Work request. Pictures stay out of the copy; set down each line of the listing below exactly.

# # # # # # #

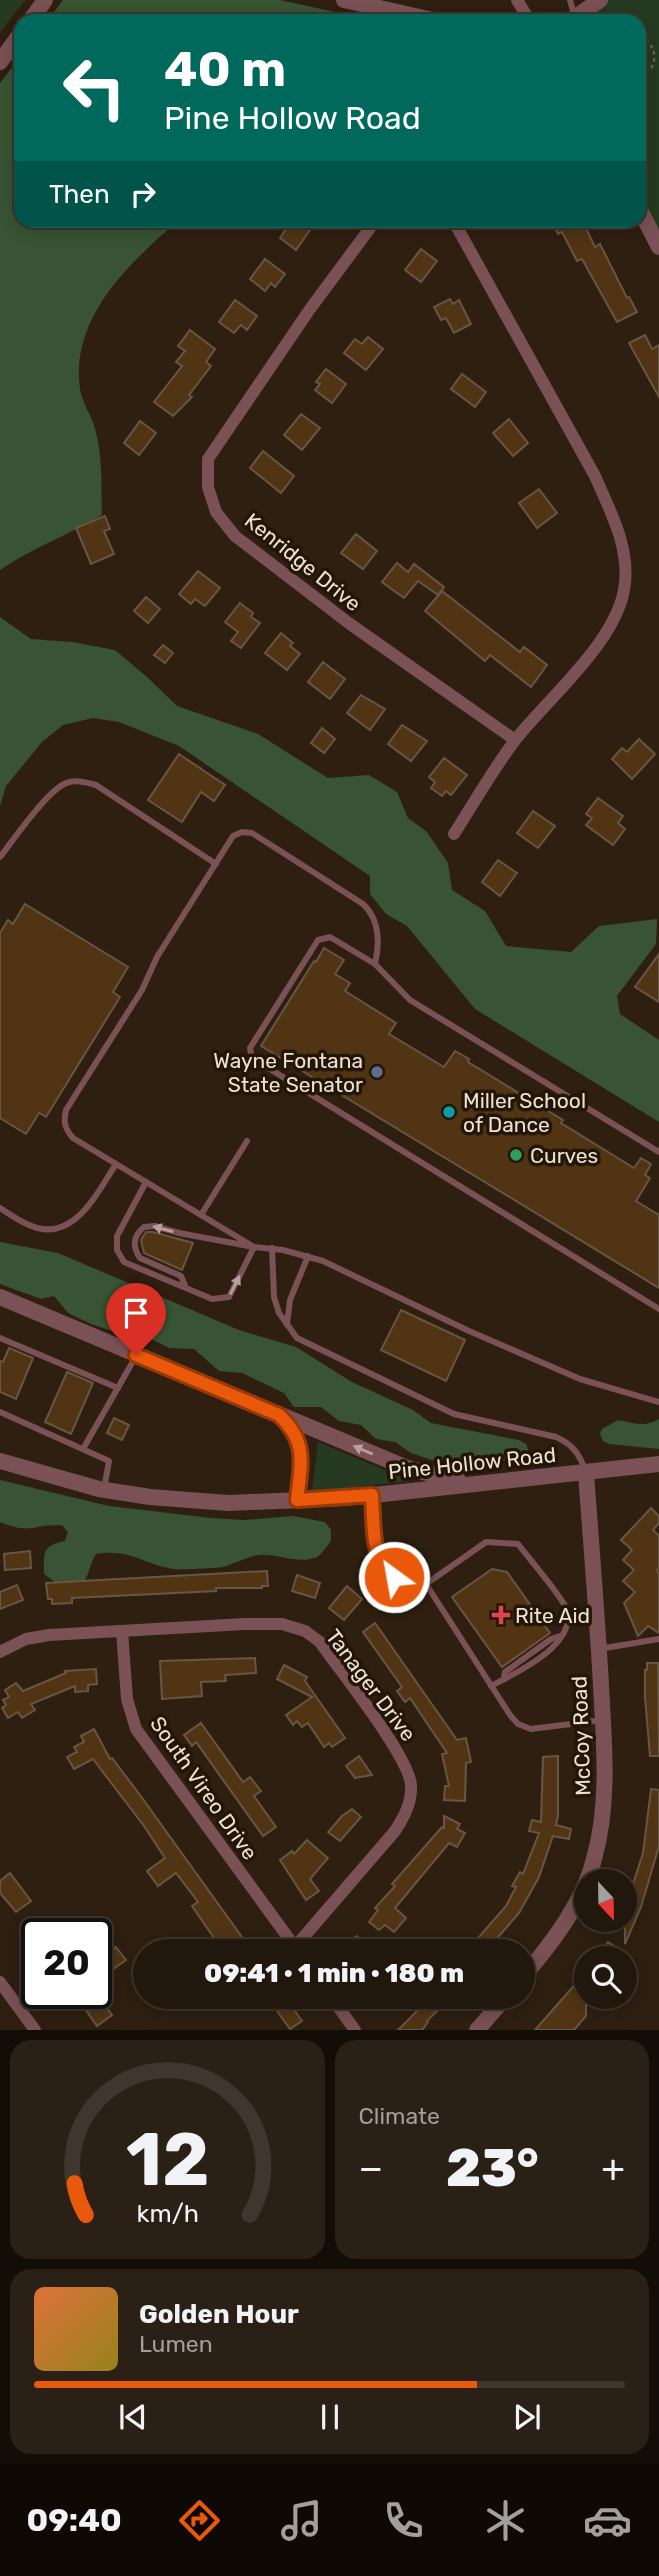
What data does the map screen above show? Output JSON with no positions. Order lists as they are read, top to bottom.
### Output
{
  "streets": {
    "street": [
      "Kenridge Drive",
      "Pine Hollow Road",
      "Tanager Drive",
      "McCoy Road",
      "South Vireo Drive"
    ]
  },
  "crossings": [
    ["Pine Hollow Road", "McCoy Road"],
    ["Tanager Drive", "South Vireo Drive"]
  ],
  "places": {
    "other": ["Wayne Fontana State Senator", "Miller School of Dance", "Curves"],
    "health": ["Rite Aid"]
  },
  "north": "bottom",
  "page": {
    "turn": ["40 m", "Pine Hollow Road"],
    "then": "Then",
    "limit": "20",
    "trip": "09:41 · 1 min · 180 m",
    "tile": "Climate",
    "heat": ["−", "23°", "+"],
    "song": ["Golden Hour", "Lumen"],
    "tabs": "09:40",
    "gauge": ["12", "km/h"]
  }
}
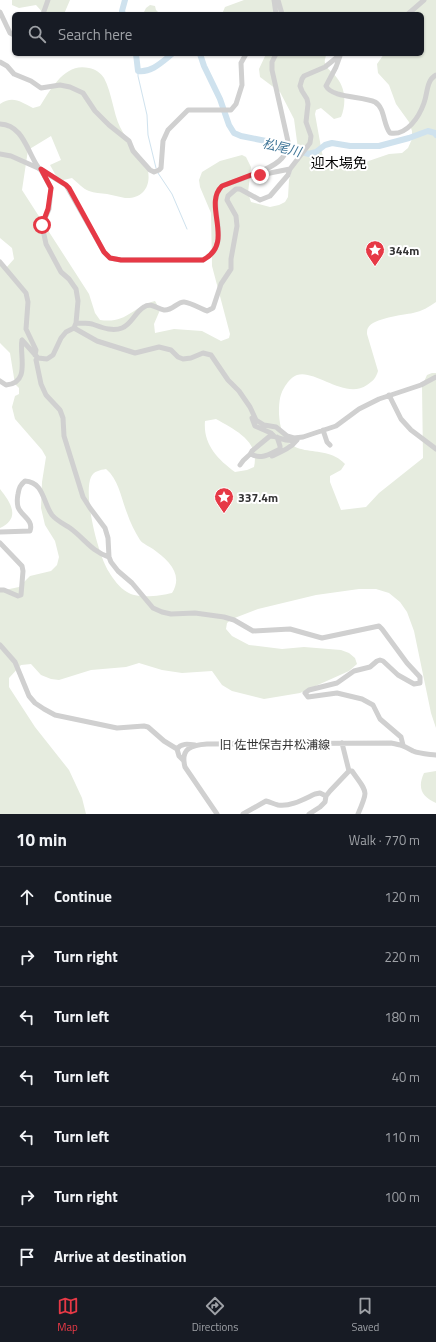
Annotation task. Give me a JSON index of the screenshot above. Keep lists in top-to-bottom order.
{
  "streets": {
    "street": ["旧 佐世保吉井松浦線"]
  },
  "districts": ["迎木場免"],
  "water": ["松尾川"],
  "places": {
    "place": ["344m", "337.4m"]
  },
  "page": {
    "search": "Search here",
    "heading": ["10 min", "Walk · 770 m"],
    "list": [
      ["Continue", "120 m"],
      ["Turn right", "220 m"],
      ["Turn left", "180 m"],
      ["Turn left", "40 m"],
      ["Turn left", "110 m"],
      ["Turn right", "100 m"],
      "Arrive at destination"
    ],
    "nav": ["Map", "Directions", "Saved"]
  }
}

# # # # # # #

Answer box.
What data does the map screen above show? Output JSON with no positions. Order lists as they are read, top to bottom.
### Output
{
  "streets": {
    "street": [
      "Kenridge Drive",
      "Pine Hollow Road",
      "Tanager Drive",
      "McCoy Road",
      "South Vireo Drive"
    ]
  },
  "crossings": [
    ["Pine Hollow Road", "McCoy Road"],
    ["Tanager Drive", "South Vireo Drive"]
  ],
  "places": {
    "other": ["Wayne Fontana State Senator", "Miller School of Dance", "Curves"],
    "health": ["Rite Aid"]
  },
  "north": "bottom",
  "page": {
    "turn": ["40 m", "Pine Hollow Road"],
    "then": "Then",
    "limit": "20",
    "trip": "09:41 · 1 min · 180 m",
    "tile": "Climate",
    "heat": ["−", "23°", "+"],
    "song": ["Golden Hour", "Lumen"],
    "tabs": "09:40",
    "gauge": ["12", "km/h"]
  }
}
Annotation task. Give me a JSON index of the screenshot above. Keep lists in top-to-bottom order.
{
  "streets": {
    "street": ["旧 佐世保吉井松浦線"]
  },
  "districts": ["迎木場免"],
  "water": ["松尾川"],
  "places": {
    "place": ["344m", "337.4m"]
  },
  "page": {
    "search": "Search here",
    "heading": ["10 min", "Walk · 770 m"],
    "list": [
      ["Continue", "120 m"],
      ["Turn right", "220 m"],
      ["Turn left", "180 m"],
      ["Turn left", "40 m"],
      ["Turn left", "110 m"],
      ["Turn right", "100 m"],
      "Arrive at destination"
    ],
    "nav": ["Map", "Directions", "Saved"]
  }
}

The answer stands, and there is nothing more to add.